-- The problem --
An exact restatement of the data is required, with the images omitted.

- - -

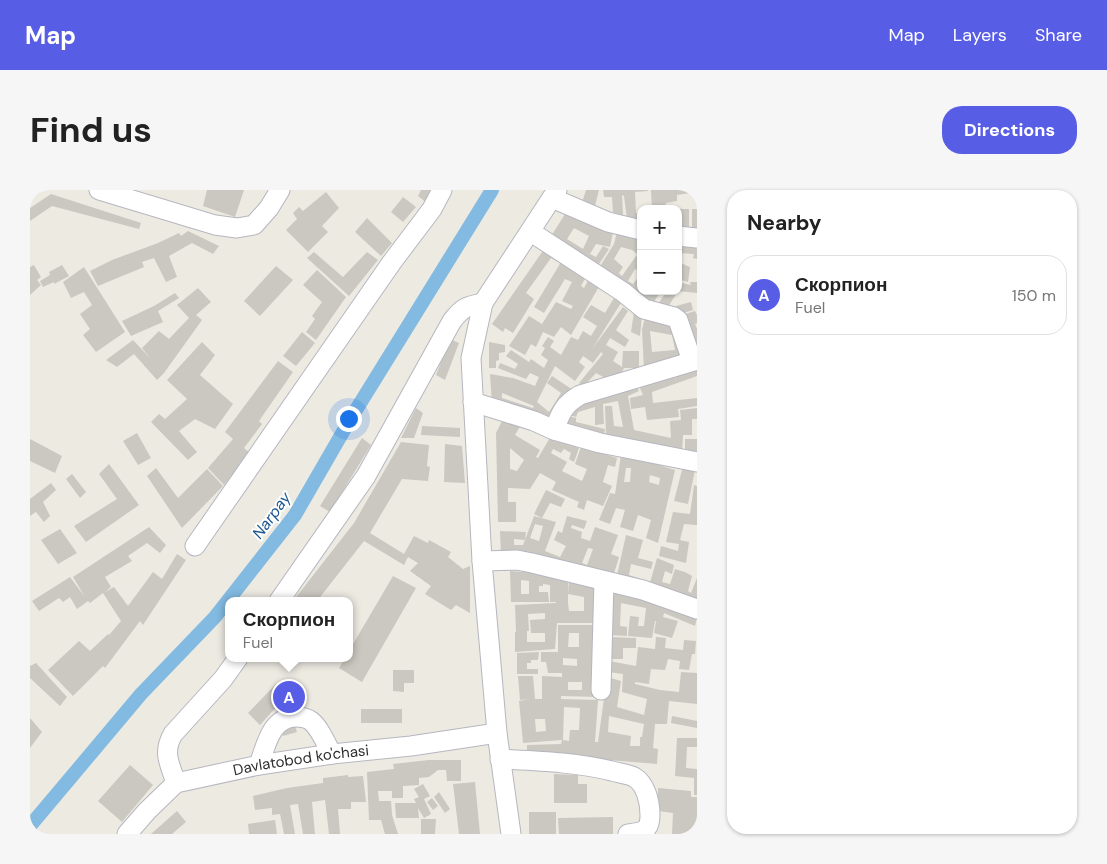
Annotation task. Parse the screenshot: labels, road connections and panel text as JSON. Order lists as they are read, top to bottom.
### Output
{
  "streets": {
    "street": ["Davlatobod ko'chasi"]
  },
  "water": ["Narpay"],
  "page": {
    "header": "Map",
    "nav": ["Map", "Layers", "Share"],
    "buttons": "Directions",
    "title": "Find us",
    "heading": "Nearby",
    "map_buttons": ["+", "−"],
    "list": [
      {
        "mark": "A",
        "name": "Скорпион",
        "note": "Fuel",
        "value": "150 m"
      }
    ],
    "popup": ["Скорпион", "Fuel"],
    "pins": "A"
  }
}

- - -

-- Answer box --
Annotation task. Parse the screenshot: labels, road connections and panel text as JSON. Order lists as they are read, top to bottom.
### Output
{
  "streets": {
    "street": ["Davlatobod ko'chasi"]
  },
  "water": ["Narpay"],
  "page": {
    "header": "Map",
    "nav": ["Map", "Layers", "Share"],
    "buttons": "Directions",
    "title": "Find us",
    "heading": "Nearby",
    "map_buttons": ["+", "−"],
    "list": [
      {
        "mark": "A",
        "name": "Скорпион",
        "note": "Fuel",
        "value": "150 m"
      }
    ],
    "popup": ["Скорпион", "Fuel"],
    "pins": "A"
  }
}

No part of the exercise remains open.